Background

As I mentioned in my [post about containers][container-post], I want to write a container tool in rust to learn more about rust and containers. I started doing that with my friend Kevin, and our (humble) progress so far is on Github in a project we called bucket (like a container, that's sometimes rusty... or something).

We're following a long a talk given by Eric Chiang at CoreOS Fest called Containers From Scratch (slides). In the talk, Eric walks through the linux command line utilities that you can string together yourself to make a "container". We got as far as creating a "root filesystem", chrooting into it, and then making a separate PID namespace by calling unshare. It was during this unshare step that I ran into an error message that led me to learn more about mount that I want to document here.

What does mount do?

mount is a command line utility which wraps the mount system call. (Another fun fact I learned: the #'s after a name in a man page indicates what section that man page is in. So mount(2) is the system call because it is in the "System calls" section of the manual and mount(8) is the command line utility because it is in the "System Administation Commands and Daemons" section. More info in this SO Answer).

If you're like me, you have had to call mount some times when you've plugged in a USB drive and it hasn't worked correctly. Usually, the OS handles the mounting for you. For instance, when I plug in a USB stick to my computer, it pops up a Files window with the contents.

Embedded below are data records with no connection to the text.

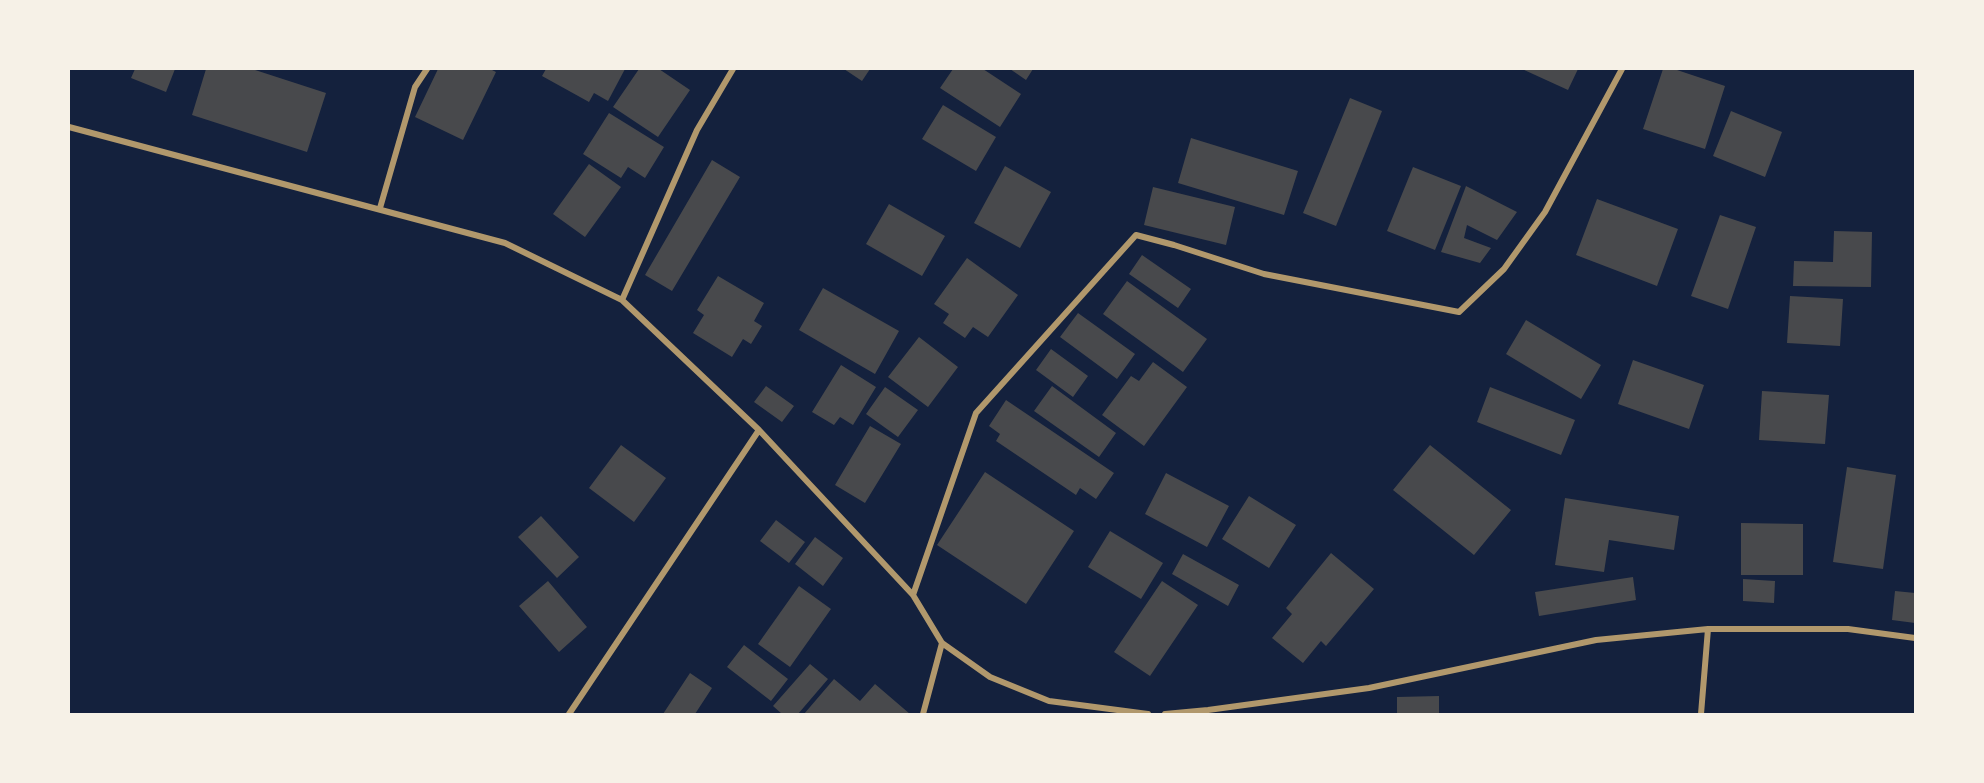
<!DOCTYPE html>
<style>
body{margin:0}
#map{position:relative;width:1984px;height:783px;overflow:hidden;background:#14213d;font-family:"Source Serif 4",serif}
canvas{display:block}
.frame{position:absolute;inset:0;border:70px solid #f6f1e7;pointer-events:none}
</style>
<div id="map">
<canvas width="1984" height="783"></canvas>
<div class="frame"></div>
</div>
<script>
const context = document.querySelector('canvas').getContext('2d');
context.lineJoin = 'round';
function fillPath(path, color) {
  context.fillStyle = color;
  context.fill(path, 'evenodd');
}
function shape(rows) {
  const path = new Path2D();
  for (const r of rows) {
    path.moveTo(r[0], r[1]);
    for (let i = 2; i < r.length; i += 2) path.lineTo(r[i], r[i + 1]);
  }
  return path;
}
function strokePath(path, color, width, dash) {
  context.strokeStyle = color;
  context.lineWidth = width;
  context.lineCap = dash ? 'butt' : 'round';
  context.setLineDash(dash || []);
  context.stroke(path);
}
const building = shape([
 [135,69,175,69,166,92,131,78],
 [206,69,252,69,326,93,307,152,192,115],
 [438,69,490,69,496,72,463,140,415,117],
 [546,69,625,69,608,101,594,93,589,102,542,76],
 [639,69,659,69,690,90,658,137,613,107],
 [844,69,870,69,862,81],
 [953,69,983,69,1021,94,1000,127,940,88],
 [1010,69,1033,69,1026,80],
 [1522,69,1578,69,1568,90],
 [1663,69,1674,69,1725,86,1705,149,1643,129],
 [1350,98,1382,111,1336,226,1303,213],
 [943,105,996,137,976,171,922,139],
 [1731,111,1782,132,1765,177,1713,156],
 [609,113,664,147,645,178,628,167,621,178,583,154],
 [1191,138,1298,171,1284,215,1178,183],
 [712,160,740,177,672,291,645,275],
 [589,164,621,187,585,237,553,214],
 [1005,166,1051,192,1020,248,974,223],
 [1413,167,1461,186,1435,250,1387,231],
 [1466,186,1517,212,1497,240,1467,225,1464,238,1491,248,1480,263,1441,252],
 [1153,187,1235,207,1226,245,1144,225],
 [1597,199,1678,229,1657,286,1576,255],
 [889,204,945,236,922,276,866,244],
 [1720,215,1756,227,1728,309,1691,296],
 [1834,231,1872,232,1871,287,1793,286,1794,261,1833,262],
 [1142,255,1191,289,1178,308,1129,274],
 [967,258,1018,295,988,337,973,327,965,338,943,323,949,314,934,304],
 [718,276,764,303,754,321,762,326,751,344,743,339,732,357,693,333,704,315,697,310],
 [1127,281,1207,339,1183,372,1103,314],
 [823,288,899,331,875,374,799,330],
 [1790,296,1843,299,1840,346,1787,343],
 [1078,313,1135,354,1117,379,1060,337],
 [1526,320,1601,365,1581,399,1506,354],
 [919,337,958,367,928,407,888,377],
 [1051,349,1088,376,1073,397,1036,370],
 [1633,360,1704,385,1689,429,1618,404],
 [1153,362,1187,387,1144,446,1102,415,1131,376,1139,381],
 [841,365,876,387,853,425,840,417,834,425,812,412],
 [766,386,794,406,782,422,754,402],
 [1052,386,1116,433,1099,457,1034,411],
 [885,387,918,410,898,437,866,414],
 [1490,387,1575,420,1561,455,1477,422],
 [1762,391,1829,395,1825,444,1759,440],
 [1006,400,1114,473,1096,499,1080,488,1076,495,996,441,1000,434,989,426],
 [870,426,901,444,865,503,835,485],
 [621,445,666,478,634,522,589,488],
 [1430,445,1511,510,1474,555,1393,490],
 [1847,467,1896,475,1883,569,1833,562],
 [985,472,1074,531,1026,604,937,545],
 [1166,473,1229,506,1207,547,1145,514],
 [1249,496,1296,525,1269,568,1222,539],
 [1565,498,1679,516,1674,550,1609,540,1604,572,1555,565],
 [541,516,579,557,557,578,518,537],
 [776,520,805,542,789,563,760,541],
 [1741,523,1803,524,1803,575,1741,575],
 [1110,531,1163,563,1141,599,1088,567],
 [815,537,843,558,823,586,795,564],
 [1331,553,1374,589,1326,646,1321,641,1303,663,1272,638,1292,614,1286,608],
 [1183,554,1239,585,1228,606,1172,574],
 [1633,577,1636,600,1539,616,1535,592],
 [1743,579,1775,581,1774,603,1743,601],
 [548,581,587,627,559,652,519,606],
 [1162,581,1198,605,1150,676,1114,652],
 [799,586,831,609,790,667,758,644],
 [1895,591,1915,593,1915,623,1892,620],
 [744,645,788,679,771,701,727,667],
 [810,664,828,679,798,714,782,714,773,706],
 [690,673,712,688,695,714,663,714],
 [834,679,860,701,875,684,910,714,804,714],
 [1439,696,1439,714,1397,714,1397,697]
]);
const minor = shape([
 [69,127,505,243,622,300,759,430,913,595,942,643,990,677,1049,701,1148,714],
 [380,208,415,87,427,69],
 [622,300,697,130,733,69],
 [913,595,976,413,1136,235,1174,245,1264,274,1459,312,1504,269,1545,212,1622,69],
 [569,714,759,430],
 [923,714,942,643],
 [1165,714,1208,710,1369,688,1596,640,1708,629,1848,629,1915,638],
 [1701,714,1708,629]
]);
fillPath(building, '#48494c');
strokePath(minor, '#b1986c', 6);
</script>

First, it's worth knowing how to get information about current mounts. The place for that is mtab. mtab is a read-only file that lives at /etc/mtab (and in my case is a symlink to /proc/self/mounts) which lists the current active mounts. When I plugged in my USB drive, I saw the following line at the bottom of mtab:

/dev/sdc2 /media/paul/P16G hfsplus ro,nosuid,nodev,relatime,umask=22,uid=0,gid=0,nls=utf8 0

If we break that down, we have a device on the far left called /dev/sdc2. (Quick side note: to break down sdc2, first ignore the sd, then you have c which indicates it's the third drive that the OS has seen. sda is my computer's hard drive, I'm not sure what sdb is. Then the 2 means what partition on that drive, so this is the 2nd partition. (more info in this Superuser answer))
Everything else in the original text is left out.